-------- EXTRACTED RECORDS --------
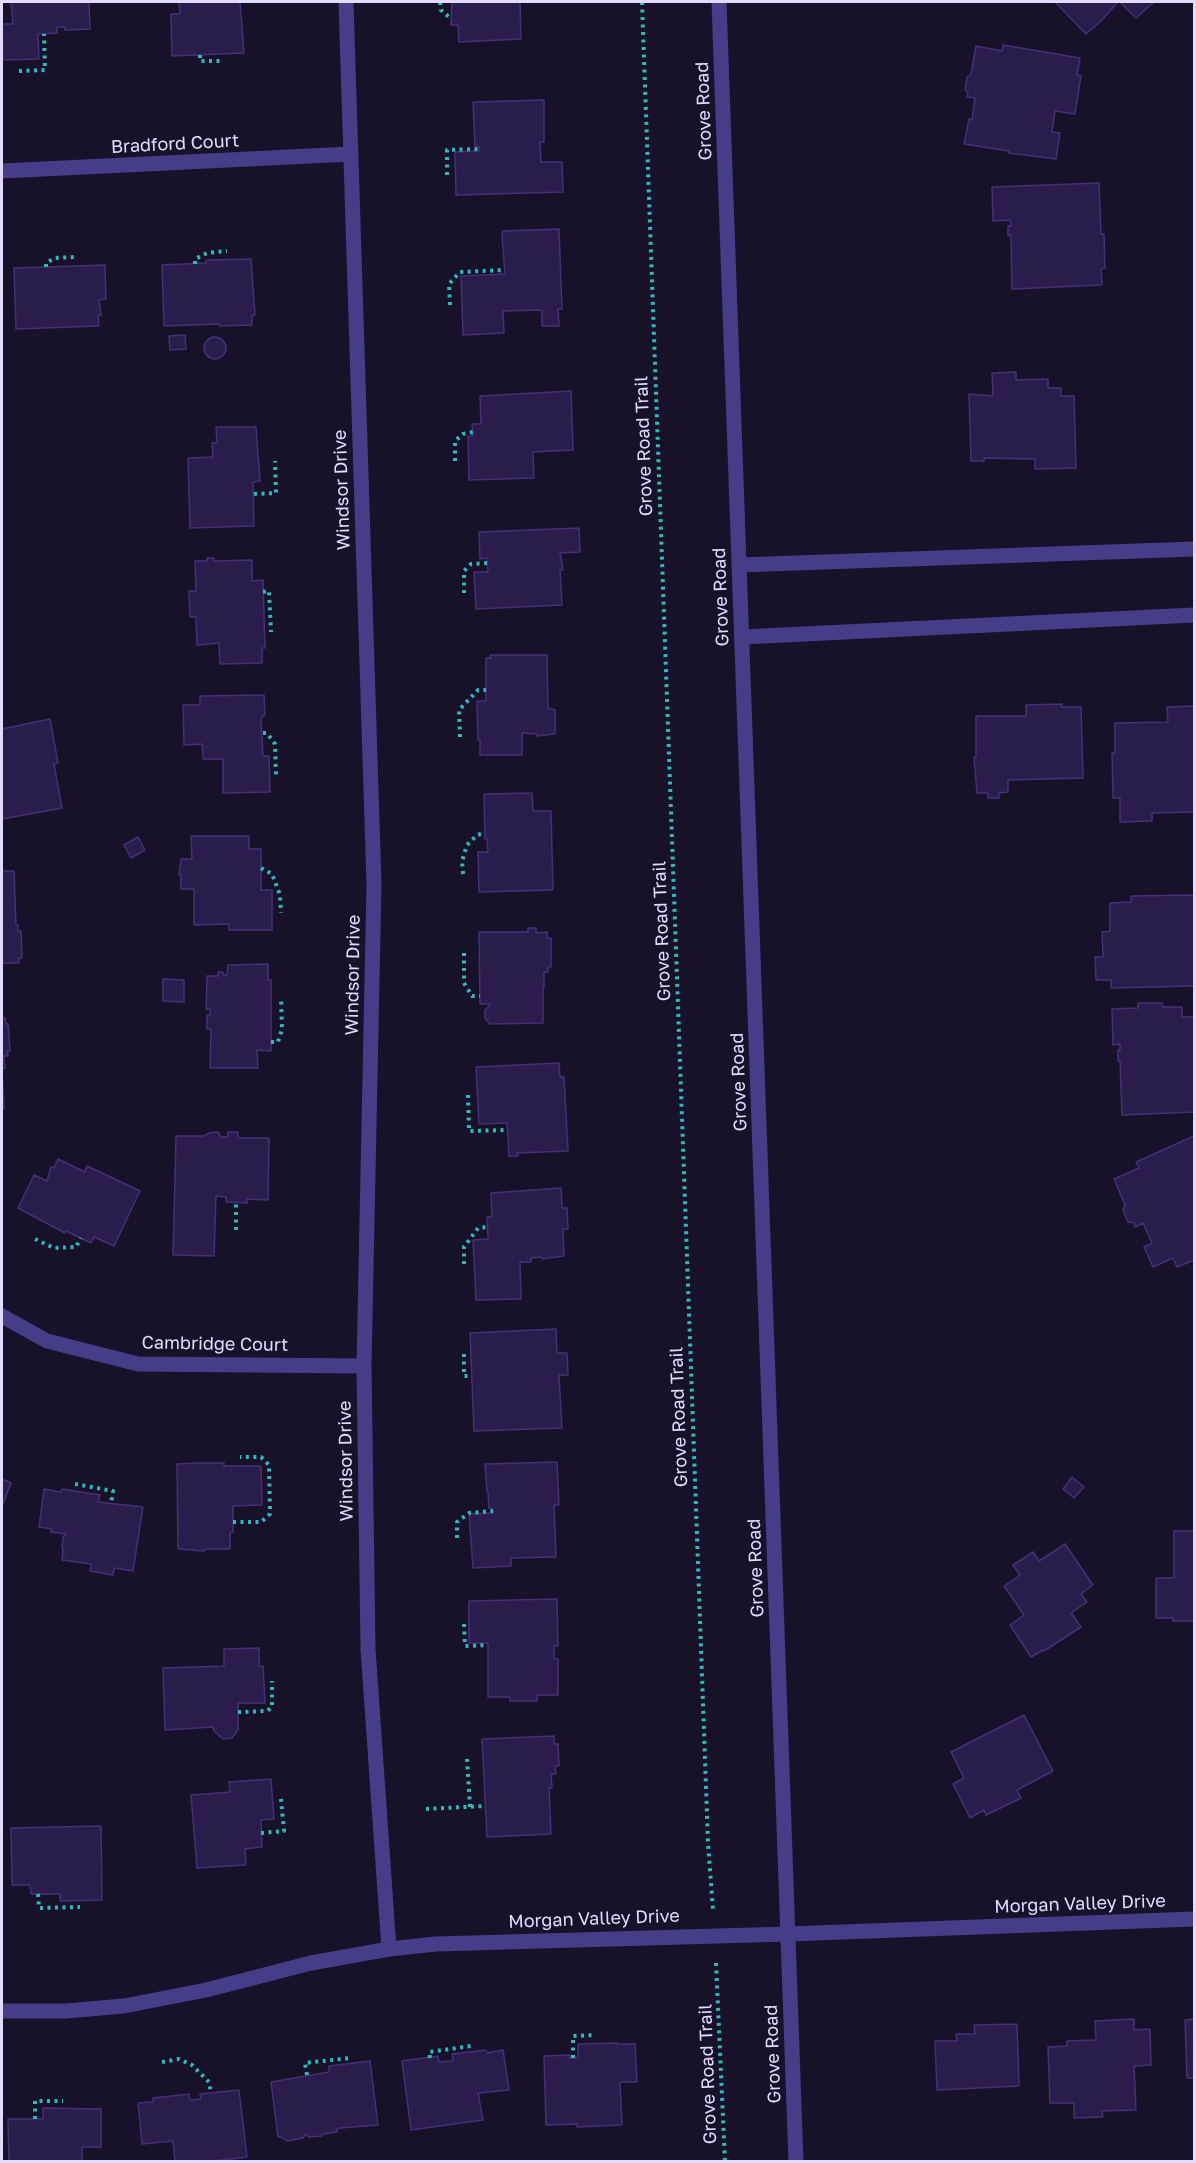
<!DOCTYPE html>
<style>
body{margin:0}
#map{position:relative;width:1196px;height:2163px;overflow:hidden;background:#18112a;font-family:"Golos Text",sans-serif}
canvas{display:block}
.frame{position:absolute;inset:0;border:3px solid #e2dbff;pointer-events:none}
</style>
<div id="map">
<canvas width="1196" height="2163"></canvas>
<div class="frame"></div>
</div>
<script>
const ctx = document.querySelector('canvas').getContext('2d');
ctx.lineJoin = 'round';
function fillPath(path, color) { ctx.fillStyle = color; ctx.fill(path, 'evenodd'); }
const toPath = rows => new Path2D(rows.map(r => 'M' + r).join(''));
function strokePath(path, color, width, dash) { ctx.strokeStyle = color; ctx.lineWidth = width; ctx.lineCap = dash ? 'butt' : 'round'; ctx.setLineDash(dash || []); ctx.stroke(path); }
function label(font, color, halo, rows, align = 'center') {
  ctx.font = font + ' "Golos Text",sans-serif'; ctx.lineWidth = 4.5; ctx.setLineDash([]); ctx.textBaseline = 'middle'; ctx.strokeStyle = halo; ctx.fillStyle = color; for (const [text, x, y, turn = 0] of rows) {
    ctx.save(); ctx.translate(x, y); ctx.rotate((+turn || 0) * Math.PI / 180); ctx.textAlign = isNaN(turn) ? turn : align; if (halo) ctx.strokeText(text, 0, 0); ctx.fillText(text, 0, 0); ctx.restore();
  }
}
const building = toPath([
 [11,2,89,2,90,29,65,30,65,27,57,27,57,33,38,34,39,59,3,60,2,24,13,24,11,2],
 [179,2,240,2,244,53,172,56,171,14,180,14,179,2],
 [452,2,520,2,521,39,459,42,458,25,451,25,452,2],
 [1055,2,1118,2,1102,20,1086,34,1055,2],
 [1120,2,1154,2,1136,18,1120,2],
 [1003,45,1080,58,1077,75,1081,76,1075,114,1055,111,1052,132,1060,133,1056,159,1009,153,1009,151,964,144,969,119,972,120,975,98,967,97,968,93,965,90,967,77,971,74,976,46,1002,51,1003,45],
 [544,100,544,142,540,142,541,162,562,162,563,192,456,195,455,152,479,151,479,147,475,147,473,102,544,100],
 [1099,183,1101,234,1104,234,1105,268,1101,269,1102,285,1012,289,1011,235,1008,236,1008,226,1011,226,1010,220,993,221,992,187,1099,183],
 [559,229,562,309,558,309,559,326,542,326,542,310,503,311,504,333,463,335,461,276,505,274,502,236,503,231,559,229],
 [251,259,255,315,252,316,252,325,219,326,219,324,164,326,162,265,206,263,206,260,251,259],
 [105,265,106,299,99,300,101,315,98,315,99,326,16,329,14,268,105,265],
 [185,335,186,349,170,350,169,336,185,335],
 '204 348a11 11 0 1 1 22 0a11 11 0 1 1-22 0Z',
 [1016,372,1016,380,1048,379,1048,388,1061,388,1061,396,1074,396,1076,468,1035,469,1035,459,984,458,984,461,971,461,969,394,993,396,992,373,1016,372],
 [571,391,573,450,533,452,534,478,469,480,468,436,473,436,472,424,481,424,480,396,571,391],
 [216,427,256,427,260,481,253,482,254,526,190,528,188,458,213,457,212,443,217,443,216,427],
 [579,528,580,552,560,553,563,570,560,570,562,605,476,609,474,572,488,572,487,558,480,559,479,532,579,528],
 [207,558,214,558,214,561,252,560,252,581,263,580,265,648,262,648,262,663,220,664,219,643,197,645,196,617,190,617,189,591,196,591,195,561,207,561,207,558],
 [490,655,547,655,548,708,555,710,555,734,537,736,537,734,522,733,522,755,480,755,480,740,478,740,477,701,486,701,486,658,491,658,490,655],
 [264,695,265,714,261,719,263,756,269,756,270,792,223,793,223,759,203,759,202,744,184,745,183,705,200,705,200,696,264,695],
 [1062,704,1062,707,1081,707,1083,778,1008,780,1008,792,999,793,999,798,988,798,988,793,977,793,974,757,976,757,976,716,1026,716,1026,705,1062,704],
 [1194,706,1194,812,1152,813,1152,821,1120,822,1120,798,1113,798,1112,753,1115,753,1115,723,1168,722,1167,707,1194,706],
 [50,719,58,763,54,764,62,808,2,819,2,729,50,719],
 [532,793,533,811,551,811,553,890,479,892,478,852,488,852,487,839,485,839,484,794,532,793],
 [191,836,249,836,249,849,261,849,261,890,272,890,272,930,229,930,229,924,194,925,194,889,181,889,181,875,179,875,181,859,192,859,191,836],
 [138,837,145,850,131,858,124,845,138,837],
 [2,871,14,871,16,925,18,925,18,931,21,931,22,958,19,958,19,963,2,963,2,871],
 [1194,895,1194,986,1111,988,1111,980,1096,980,1095,957,1103,957,1102,932,1110,931,1110,903,1131,902,1131,896,1194,895],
 [528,928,536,928,536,933,547,932,547,938,551,938,551,967,548,967,548,972,544,972,544,987,543,987,543,1023,490,1024,485,1018,485,1010,491,1004,480,1004,479,932,528,932,528,928],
 [268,964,268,980,271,980,271,1051,257,1050,258,1068,210,1068,211,1029,207,1029,207,1015,210,1015,210,1009,206,1009,207,976,218,976,218,972,223,972,223,975,227,975,228,965,268,964],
 [163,979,184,980,184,1002,163,1001,163,979],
 [1138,1003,1162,1003,1163,1007,1182,1007,1182,1017,1194,1017,1194,1112,1122,1115,1120,1061,1118,1061,1118,1050,1120,1050,1120,1044,1113,1045,1112,1009,1138,1008,1138,1003],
 [2,1018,5,1018,6,1024,8,1024,10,1051,7,1051,8,1056,4,1056,5,1068,2,1068,4,1109,2,1109,2,1018],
 [559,1063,560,1077,564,1077,568,1151,517,1153,518,1156,509,1156,507,1123,479,1124,476,1067,559,1063],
 [218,1132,221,1137,228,1137,228,1132,238,1132,238,1138,269,1138,268,1200,247,1199,247,1203,226,1202,226,1197,216,1196,214,1256,173,1255,176,1136,204,1136,209,1133,218,1132],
 [1194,1136,1194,1260,1177,1267,1173,1258,1153,1267,1144,1247,1152,1243,1143,1223,1135,1227,1134,1223,1128,1222,1123,1210,1125,1205,1114,1179,1139,1168,1136,1162,1194,1136],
 [58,1159,85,1172,87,1166,140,1191,114,1246,94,1237,91,1243,66,1231,65,1233,18,1208,34,1175,47,1181,51,1167,54,1168,58,1159],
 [561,1188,562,1208,567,1208,568,1229,563,1229,564,1256,542,1259,542,1257,531,1258,531,1262,520,1262,521,1299,476,1300,473,1240,488,1239,487,1217,492,1217,491,1193,561,1188],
 [556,1329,557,1353,567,1353,568,1375,559,1375,562,1428,474,1431,470,1333,556,1329],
 [557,1462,559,1505,554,1505,556,1557,511,1558,511,1566,473,1568,469,1514,493,1513,492,1508,489,1508,488,1492,487,1492,485,1464,557,1462],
 [197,1463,224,1463,224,1466,261,1466,262,1505,233,1506,233,1532,230,1533,230,1549,206,1549,204,1551,178,1549,177,1464,197,1463],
 [1072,1477,1084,1487,1074,1498,1063,1489,1072,1477],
 [2,1479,11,1483,2,1506,2,1479],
 [44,1489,61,1492,62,1489,100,1495,98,1502,143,1507,133,1571,114,1568,113,1575,90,1571,91,1564,62,1560,63,1549,62,1549,63,1537,66,1534,51,1532,52,1529,39,1527,44,1489],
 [1174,1531,1194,1531,1194,1621,1173,1621,1173,1618,1156,1618,1156,1578,1174,1578,1174,1531],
 [1065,1544,1093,1585,1081,1594,1087,1602,1071,1613,1081,1627,1044,1651,1043,1650,1031,1657,1010,1625,1024,1615,1004,1586,1020,1575,1013,1565,1033,1552,1039,1561,1065,1544],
 [557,1599,558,1646,554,1646,554,1659,558,1659,558,1695,537,1695,537,1701,510,1701,510,1697,488,1697,488,1643,469,1643,469,1601,557,1599],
 [259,1648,259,1666,263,1666,265,1703,238,1703,238,1730,232,1738,223,1739,214,1731,213,1727,165,1730,163,1668,224,1666,224,1649,259,1648],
 [1024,1715,1053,1771,1017,1790,1021,1798,986,1815,984,1810,970,1818,953,1784,964,1778,951,1752,1024,1715],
 [554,1736,554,1744,558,1744,559,1766,555,1766,556,1774,551,1774,552,1788,549,1788,551,1834,487,1837,482,1739,554,1736],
 [271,1779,274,1819,261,1820,262,1847,245,1849,246,1865,197,1868,191,1795,230,1792,229,1782,271,1779],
 [101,1826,102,1900,60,1901,60,1894,31,1894,30,1885,12,1885,11,1828,101,1826],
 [1134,2019,1134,2030,1150,2029,1151,2065,1134,2066,1136,2110,1102,2111,1103,2117,1074,2118,1074,2103,1050,2103,1048,2047,1067,2046,1067,2041,1096,2040,1095,2021,1134,2019],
 [1194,2019,1194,2078,1187,2078,1185,2020,1194,2019],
 [1017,2024,1019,2086,937,2090,935,2041,957,2041,956,2034,975,2034,974,2025,1017,2024],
 [617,2043,617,2044,635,2044,637,2082,620,2082,622,2125,577,2127,577,2124,546,2125,544,2056,570,2055,570,2058,578,2058,578,2044,617,2043],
 [486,2050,487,2053,503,2050,509,2090,478,2093,483,2120,411,2130,402,2061,438,2056,439,2062,453,2061,452,2054,486,2050],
 [370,2061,378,2125,340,2128,337,2129,337,2132,323,2134,322,2136,309,2137,306,2134,303,2138,287,2141,281,2137,278,2137,271,2082,329,2072,329,2066,370,2061],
 [239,2090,247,2157,205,2162,175,2162,173,2141,142,2144,138,2103,153,2102,153,2098,189,2094,190,2100,201,2099,200,2094,239,2090],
 [43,2108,101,2109,101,2147,82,2147,82,2162,9,2162,8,2119,43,2119,43,2108]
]);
const path = toPath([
 [440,2,441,10,450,18],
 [642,2,708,1843,713,1910],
 [200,55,200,61,220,61],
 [19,71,45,70,44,34],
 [447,175,447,150,479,149],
 [195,264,195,259,207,253,227,251],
 [46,267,46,263,55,258,74,257],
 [450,305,449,284,460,272,505,270],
 [455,461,455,441,463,434,473,432],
 [254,494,276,493,275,461],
 [263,592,269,591,271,632],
 [464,593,464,571,471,564,487,563],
 [263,733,267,733,275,744,276,775],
 [460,737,459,710,478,690,486,690],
 [261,868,272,874,280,895,281,913],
 [463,874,462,861,467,845,477,835,485,833],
 [464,953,464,983,472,996,480,996],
 [271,1042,278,1042,282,1029,281,997],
 [468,1095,469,1131,508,1130],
 [236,1230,236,1203],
 [35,1239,54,1248,76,1247,81,1238],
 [464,1264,464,1247,478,1228,488,1227],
 [464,1354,464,1376,472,1376],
 [75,1484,113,1491,111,1504],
 [233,1522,261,1522,270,1514,269,1465,261,1457,240,1457],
 [457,1538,457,1522,469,1513,493,1511],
 [464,1624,465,1646,488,1645],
 [238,1712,267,1711,272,1707,272,1681],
 [467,1759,470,1807],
 [426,1809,485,1806],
 [261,1833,284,1831,281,1799],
 [38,1894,39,1908,80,1907],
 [716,1963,725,2162],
 [430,2058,429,2052,471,2046],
 [573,2058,573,2036,595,2035],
 [162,2062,179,2059,192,2065,209,2082,211,2093],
 [307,2075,305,2063,350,2058],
 [35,2119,35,2101,63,2101]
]);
const minor = toPath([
 [346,2,374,884,364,1366,368,1649,389,1949],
 [719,2,796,2162],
 [2,171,351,154],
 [739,565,1194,549],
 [742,637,1194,615],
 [2,1316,47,1341,138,1364,364,1366],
 [2,2011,66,2011,124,2006,206,1990,311,1963,389,1949,436,1944,788,1934,1194,1919]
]);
const streetNames = [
 ["Grove Road",704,111,-92],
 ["Bradford Court",175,144,-3],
 ["Grove Road Trail",644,446,-92],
 ["Windsor Drive",342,490,-92],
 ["Grove Road",721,597,-92],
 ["Grove Road Trail",662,931,-92],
 ["Windsor Drive",353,975,-89],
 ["Grove Road",739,1082,-92],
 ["Cambridge Court",215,1344,1],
 ["Grove Road Trail",679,1417,-92],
 ["Windsor Drive",346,1461,-91],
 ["Grove Road",756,1568,-92],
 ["Morgan Valley Drive",1080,1904,-2],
 ["Morgan Valley Drive",594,1919,-2],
 ["Grove Road",773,2054,-92],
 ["Grove Road Trail",708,2074,-92]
];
fillPath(building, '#2b1d4b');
strokePath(building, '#443077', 1.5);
strokePath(path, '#32b7bb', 4, [3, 4.5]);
strokePath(minor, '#463d88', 15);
label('18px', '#e2dbff', '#18112a', streetNames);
</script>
--------
*PROBLEM DESCRIPTION*: Looking at the data above, say how many lines contain "function", and give no other words.

*SOLUTION TO THE EXERCISE*: 3